I dreamed of the old book store last night. The scene was murky, ill-defined but soaked in a dark nostalgia. Some aspect of the building seemed to still be operating as the outfit I remembered, and I was meeting friends and former employees there. But the book store was a ravaged scrap, a pathetic remainder of its former comfort and authority.
These dreams are an annual occurrence. Eight years ago at around this time I got a phone call from a friend who still worked at the store. The owner had announced closure.
The news came as a shock but not a surprise. The shop was the oldest independent book store in the city. Although I had moved on, I had been an employee there for seven years and knew that, so far as book stores went, this one was doing quite well. The accounts were all in the black and it was turning a profit, but a number of thorny issues were bearing unwanted fruit. And there was no doubt the struggle to stay competitive was taking a very real toll on the owner.
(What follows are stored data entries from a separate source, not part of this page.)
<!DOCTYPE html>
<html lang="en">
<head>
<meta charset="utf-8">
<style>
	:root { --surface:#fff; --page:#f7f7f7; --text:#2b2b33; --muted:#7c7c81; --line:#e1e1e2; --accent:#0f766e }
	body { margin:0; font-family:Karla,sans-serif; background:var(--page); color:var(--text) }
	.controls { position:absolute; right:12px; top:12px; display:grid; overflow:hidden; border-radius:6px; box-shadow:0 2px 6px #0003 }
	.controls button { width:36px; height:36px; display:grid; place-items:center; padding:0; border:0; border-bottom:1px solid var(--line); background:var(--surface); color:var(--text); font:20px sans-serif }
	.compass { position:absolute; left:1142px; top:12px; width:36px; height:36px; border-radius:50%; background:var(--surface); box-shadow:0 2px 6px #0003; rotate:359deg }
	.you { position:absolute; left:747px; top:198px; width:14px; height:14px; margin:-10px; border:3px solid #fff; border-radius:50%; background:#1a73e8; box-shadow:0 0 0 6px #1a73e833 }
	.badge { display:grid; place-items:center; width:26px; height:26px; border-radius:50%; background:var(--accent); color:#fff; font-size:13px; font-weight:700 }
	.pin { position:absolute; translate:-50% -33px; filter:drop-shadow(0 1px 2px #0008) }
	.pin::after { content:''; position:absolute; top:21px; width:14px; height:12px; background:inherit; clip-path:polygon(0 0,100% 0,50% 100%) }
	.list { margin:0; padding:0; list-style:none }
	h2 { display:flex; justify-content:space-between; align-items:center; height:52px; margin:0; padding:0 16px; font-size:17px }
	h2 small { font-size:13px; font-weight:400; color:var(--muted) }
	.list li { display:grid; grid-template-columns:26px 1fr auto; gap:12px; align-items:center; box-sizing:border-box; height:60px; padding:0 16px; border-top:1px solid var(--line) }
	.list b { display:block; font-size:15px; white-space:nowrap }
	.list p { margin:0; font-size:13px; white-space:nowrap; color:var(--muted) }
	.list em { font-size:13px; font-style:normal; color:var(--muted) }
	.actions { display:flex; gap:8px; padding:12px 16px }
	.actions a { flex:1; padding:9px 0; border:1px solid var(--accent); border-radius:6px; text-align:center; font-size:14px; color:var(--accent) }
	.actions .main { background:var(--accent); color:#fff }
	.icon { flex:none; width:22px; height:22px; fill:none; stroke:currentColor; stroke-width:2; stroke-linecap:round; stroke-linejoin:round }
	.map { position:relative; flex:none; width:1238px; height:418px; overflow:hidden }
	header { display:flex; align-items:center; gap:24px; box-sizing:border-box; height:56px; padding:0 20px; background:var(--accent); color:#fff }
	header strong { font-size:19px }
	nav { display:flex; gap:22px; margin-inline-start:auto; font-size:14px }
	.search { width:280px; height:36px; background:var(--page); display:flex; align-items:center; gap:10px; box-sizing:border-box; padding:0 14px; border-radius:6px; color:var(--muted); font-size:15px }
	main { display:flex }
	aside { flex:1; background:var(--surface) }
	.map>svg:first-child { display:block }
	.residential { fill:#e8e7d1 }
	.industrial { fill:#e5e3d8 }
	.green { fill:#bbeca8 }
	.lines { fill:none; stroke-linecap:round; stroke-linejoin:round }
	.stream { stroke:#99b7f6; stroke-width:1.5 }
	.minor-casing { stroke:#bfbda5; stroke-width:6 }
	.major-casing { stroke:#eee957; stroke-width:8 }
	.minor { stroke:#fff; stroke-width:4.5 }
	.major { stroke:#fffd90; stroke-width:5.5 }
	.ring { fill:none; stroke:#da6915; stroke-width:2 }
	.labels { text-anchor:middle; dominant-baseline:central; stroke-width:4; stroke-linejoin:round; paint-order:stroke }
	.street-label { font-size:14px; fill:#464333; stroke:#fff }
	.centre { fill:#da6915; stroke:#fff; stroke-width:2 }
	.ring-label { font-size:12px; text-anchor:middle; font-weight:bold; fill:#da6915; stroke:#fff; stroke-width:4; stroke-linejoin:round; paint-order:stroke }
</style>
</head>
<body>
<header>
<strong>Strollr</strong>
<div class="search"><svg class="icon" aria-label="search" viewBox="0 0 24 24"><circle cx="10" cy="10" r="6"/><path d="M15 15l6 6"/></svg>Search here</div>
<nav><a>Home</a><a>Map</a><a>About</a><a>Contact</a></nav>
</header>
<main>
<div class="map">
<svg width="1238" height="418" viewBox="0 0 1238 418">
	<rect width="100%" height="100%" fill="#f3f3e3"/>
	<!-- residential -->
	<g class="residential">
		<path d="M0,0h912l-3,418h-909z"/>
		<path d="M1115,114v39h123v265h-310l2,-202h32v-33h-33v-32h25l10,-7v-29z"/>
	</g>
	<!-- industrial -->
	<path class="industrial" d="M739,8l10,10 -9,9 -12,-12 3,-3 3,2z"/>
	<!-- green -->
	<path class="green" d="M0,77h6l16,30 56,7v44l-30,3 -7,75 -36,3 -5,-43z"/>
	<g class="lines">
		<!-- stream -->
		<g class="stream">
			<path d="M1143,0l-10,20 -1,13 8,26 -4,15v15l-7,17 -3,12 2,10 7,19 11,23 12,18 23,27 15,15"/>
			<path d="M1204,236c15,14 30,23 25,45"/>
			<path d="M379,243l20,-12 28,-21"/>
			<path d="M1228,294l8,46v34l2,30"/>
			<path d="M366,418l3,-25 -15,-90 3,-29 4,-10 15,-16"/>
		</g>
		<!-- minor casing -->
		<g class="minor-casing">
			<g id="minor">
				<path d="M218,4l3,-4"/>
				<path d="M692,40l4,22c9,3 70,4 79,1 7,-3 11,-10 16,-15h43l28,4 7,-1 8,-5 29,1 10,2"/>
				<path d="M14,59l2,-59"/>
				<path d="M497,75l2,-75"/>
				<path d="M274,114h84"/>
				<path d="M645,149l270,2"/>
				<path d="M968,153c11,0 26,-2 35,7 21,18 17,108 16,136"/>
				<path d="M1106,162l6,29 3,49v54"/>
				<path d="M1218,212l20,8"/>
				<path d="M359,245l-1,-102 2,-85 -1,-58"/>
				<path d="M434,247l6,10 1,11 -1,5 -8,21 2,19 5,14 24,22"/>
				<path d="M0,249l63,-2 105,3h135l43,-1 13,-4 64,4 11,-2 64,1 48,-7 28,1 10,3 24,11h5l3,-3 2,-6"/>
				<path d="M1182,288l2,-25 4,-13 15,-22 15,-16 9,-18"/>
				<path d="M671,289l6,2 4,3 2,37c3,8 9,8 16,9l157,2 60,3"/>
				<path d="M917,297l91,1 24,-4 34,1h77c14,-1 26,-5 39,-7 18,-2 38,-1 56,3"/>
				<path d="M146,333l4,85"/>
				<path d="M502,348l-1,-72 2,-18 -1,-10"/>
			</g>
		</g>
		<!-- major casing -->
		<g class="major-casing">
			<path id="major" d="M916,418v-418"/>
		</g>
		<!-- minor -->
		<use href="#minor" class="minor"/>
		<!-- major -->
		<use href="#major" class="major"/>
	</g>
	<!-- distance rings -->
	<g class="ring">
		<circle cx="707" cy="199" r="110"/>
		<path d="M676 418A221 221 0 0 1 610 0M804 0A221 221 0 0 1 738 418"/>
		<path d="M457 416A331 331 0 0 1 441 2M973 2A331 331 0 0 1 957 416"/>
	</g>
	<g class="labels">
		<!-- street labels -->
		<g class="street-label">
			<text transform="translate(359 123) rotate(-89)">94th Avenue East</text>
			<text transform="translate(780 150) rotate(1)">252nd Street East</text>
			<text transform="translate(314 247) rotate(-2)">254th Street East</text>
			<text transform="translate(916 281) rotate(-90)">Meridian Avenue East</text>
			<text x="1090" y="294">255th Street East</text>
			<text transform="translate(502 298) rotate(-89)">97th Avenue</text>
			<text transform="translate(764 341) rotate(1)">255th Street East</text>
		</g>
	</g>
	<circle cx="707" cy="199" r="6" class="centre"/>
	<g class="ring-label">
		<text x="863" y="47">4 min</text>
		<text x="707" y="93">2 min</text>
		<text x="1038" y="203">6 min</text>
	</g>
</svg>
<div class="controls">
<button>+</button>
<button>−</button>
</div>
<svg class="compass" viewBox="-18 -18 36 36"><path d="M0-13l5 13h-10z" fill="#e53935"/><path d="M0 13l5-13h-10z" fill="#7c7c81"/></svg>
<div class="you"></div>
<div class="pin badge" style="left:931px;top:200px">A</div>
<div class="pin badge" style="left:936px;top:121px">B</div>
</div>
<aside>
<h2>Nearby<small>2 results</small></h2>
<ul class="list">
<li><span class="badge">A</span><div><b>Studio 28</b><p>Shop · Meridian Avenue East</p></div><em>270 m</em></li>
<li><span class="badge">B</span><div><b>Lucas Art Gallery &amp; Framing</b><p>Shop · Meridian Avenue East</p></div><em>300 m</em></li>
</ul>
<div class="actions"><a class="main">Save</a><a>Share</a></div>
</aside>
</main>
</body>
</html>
I visited the shop a few weeks after the announcement. When I walked through the doors, I stopped and stared. I was stunned. The shelves were already stripped. The lights seemed unnaturally bright. The FM tuner was silent. What was left of the stock had been moved in toward the centre. The shop was shutting down the way the human body shuts down: extremities first, every system struggling then collapsing, until only the central nervous system remained. Then that too shut down, and we were left with a corpse.
That corpse is now inhabited by a coffee franchise which shall remain nameless. It's good coffee, I buy it all the time — just not at that location. I get too many dreams.
One of the women at the local cafe tells me she senses I once built or managed a library in a former life. Well ... I won't speak of that which I do not know, but I can attest that libraries of any and every stripe have been of immense importance to me for as long as I can remember. My father had his library surrounding his desk in his office. I pored through many, many books there. My mother subscribed to a Time-Life "Great Artists" series that eventually filled a wardrobe she'd converted to a bookcase. When our village got its first library, I'd head there after school and study the spines of the books in every single section, until my mother phoned and asked the librarian to send me home for supper.
Book stores were different only insofar as they reflected the ideas of the moment — museums of the present, or the recent past. When I moved to Toronto, I wasn't so much a pub-crawler as I was a book store crawler. A guy could start at the University of Toronto Book Store, work his way up to Bloor Street where he could peruse through two dozen stores, all with their individual buyers who had their individual quirks when it came to choosing stock. My God, the visions I exposed myself to in a single day! I was particularly light-headed the day I covered comic books, Robert Mapplethorpe and the illuminated manuscripts of William Blake. My eyes felt like they were on fire.
Within that six-block run there are now only three survivors from those former days (at the moment, I can recall the names of 12 stores that have closed; I'm confident I'm missing some). Before I get too maudlin about “a way of life now lost to the tides of history” I will acknowledge that just about everything I encountered in those book stores can be found, with a little diligence, on the Internet. A person is right to point out that the stores may be gone, but the information is even more accessible now than it was back in the day. This isn't a “loss” on the same scale as, say, blacksmithing.
Fair enough. But the way I trawl for information on the web is directly informed by the way I trawled for it when I was a pup in a library. I used to be able to physically relocate from one repository to the next. As I walked, I could prepare myself for the next location. Here might be the holy; across the street might be the profane. Those few steps afforded me the chance to prepare my heart. What do we miss when those steps between those sanctuaries and shrines — when the physical experiences of encountering information, knowledge and wisdom — are no longer available to us?
In passing: I see my favourite book store in San Francisco — A Clean, Well-Lighted Place For Books — closed its doors last summer.